Scott Stallings's business is golf. He's blogging for BNET as he travels about 300 days a year playing on the PGA Tour. Click here to find all of Scott's posts.
After I posted earlier this week on how not to get a caddy job on the PGA, a reader sent me a message asking, "OK, so what's the right way to pitch yourself to work for a PGA golfer?" That's a fair question. Here's what I looked for when I was in the market to hire a caddy, which -- and I can't emphasize this enough -- is the one of the most crucial decisions every golfer needs to make.
1. The first question I ask is, why don't you have a caddy job right now? Here's what I don't want to hear: "I got a bad break," "the last guy was a jerk," etc., etc. If a guy can only answer this question by shifting blame to a particular circumstance or another person, I won't pick him.
2. Can you pass the reputation test? Even if a caddy has a lot of experience, most pro golfers won't hire him without asking the advice of other golfers on Tour. We rely on each other to act as a sort of hiring committee. (Though, it's worth noting, I learned this the hard way when I was on the Nationwide Tour.)
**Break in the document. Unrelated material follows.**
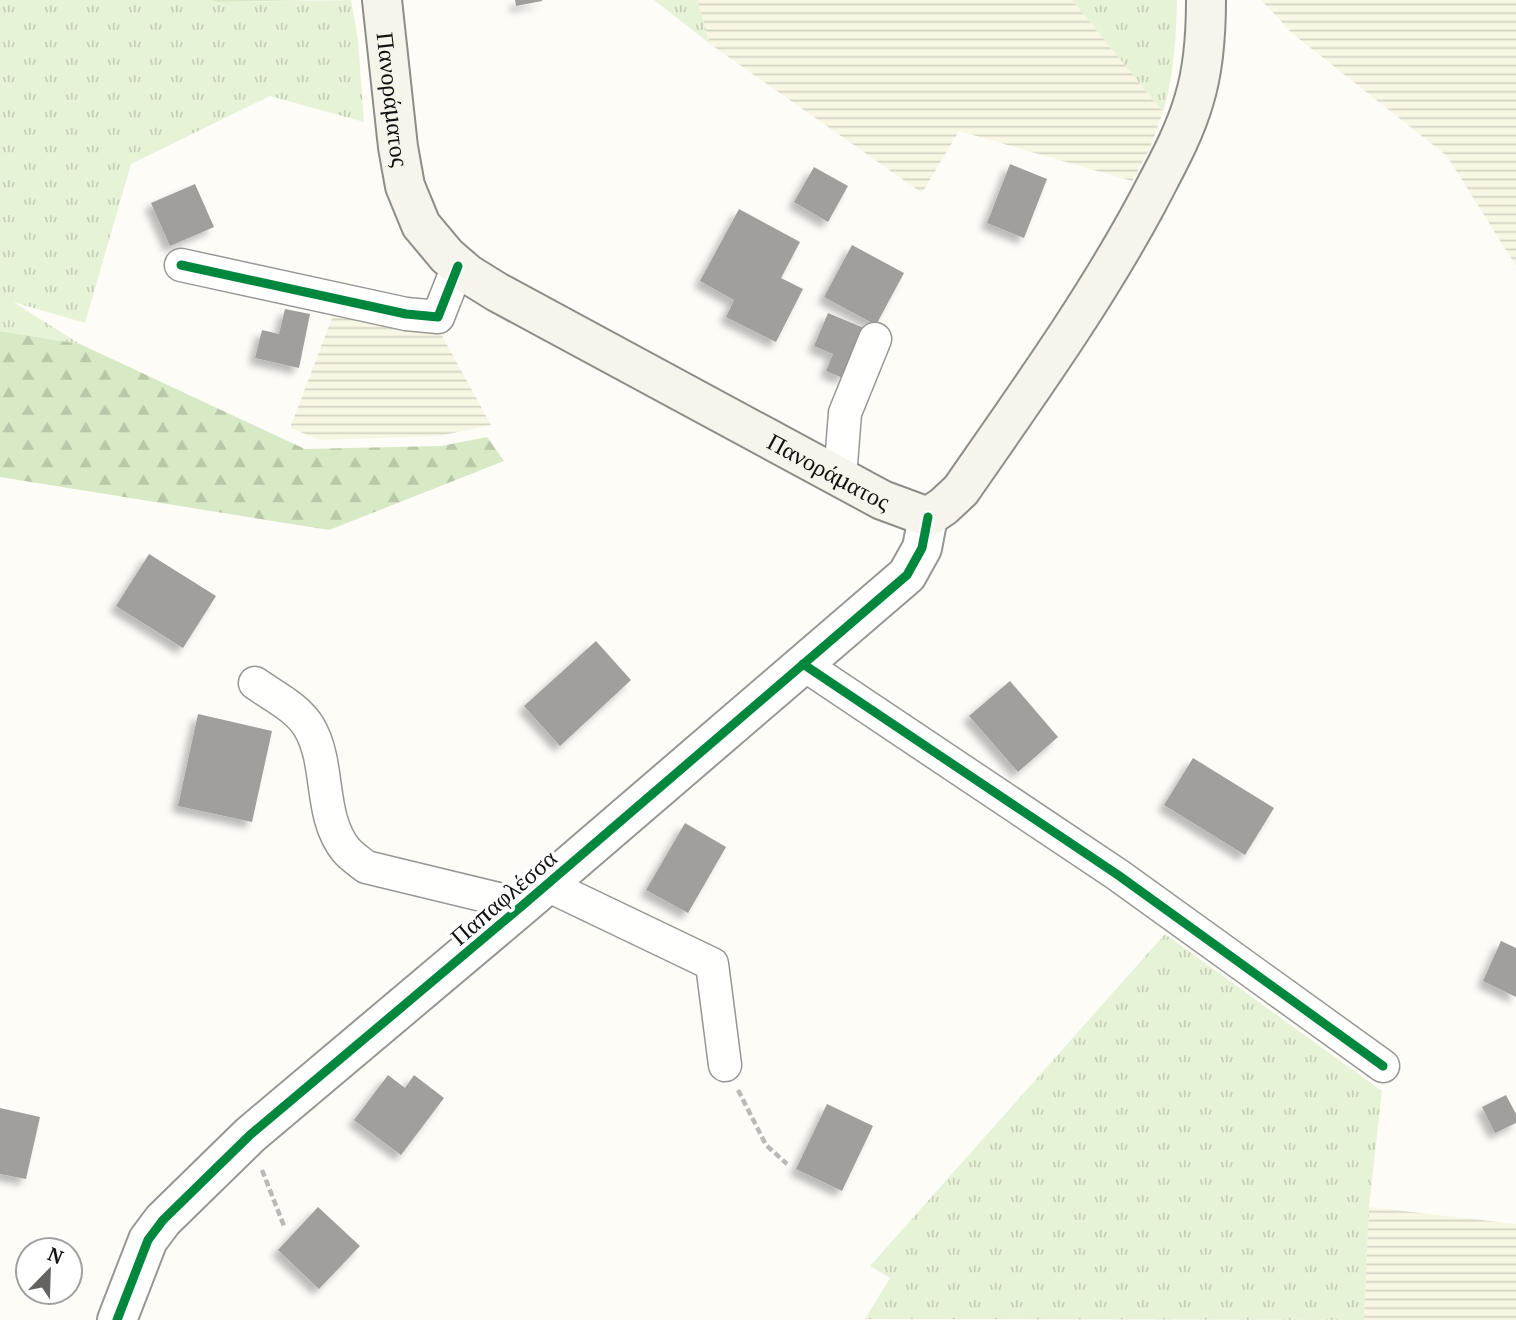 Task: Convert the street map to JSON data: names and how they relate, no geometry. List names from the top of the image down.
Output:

3. Can you keep your emotions in check? I personally need someone whose mood never changes. If you're the kind of person who's always energetic, fine. If you're more relaxed, that works too. Just be predictable and grounded. There are enough ups and downs on Tour that I can't deal with a caddy's emotions.
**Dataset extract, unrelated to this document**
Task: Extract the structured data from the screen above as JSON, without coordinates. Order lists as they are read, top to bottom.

4. Is this about you or us? The ideal caddy has the grace to realize that we're in this together and he's always trying to figure out ways for us to get better. Some days, my caddy Josh will apologize and tell me that he didn't have his A-game on. Other days, it's my turn to apologize and to listen to the criticism Josh has for me. The more we realize how much we rely on each other, the better.
5. Will you give me -- and only me -- your feedback? If you need to tell me one day that my driving is terrible, say so. I can handle it. But if I hear you telling other people about my driving, or anything else I am doing poorly, it would be over instantly.
6. Are you patient? Because this game will drive you nuts -- and sometimes you've got to get worse until you get better.
7. Will you put your confidence in me? The biggest thing a caddy can offer is the willingness to help a golfer reach his goals and the faith he can actually get there.
Of course, a caddy must also know how to caddy, but that's easy enough to pick up with good training. These seven requirements are about character, which as far as I can tell, can't be learned on the golf course.
Any other golfers (or caddies) out there who have more job requirements to add?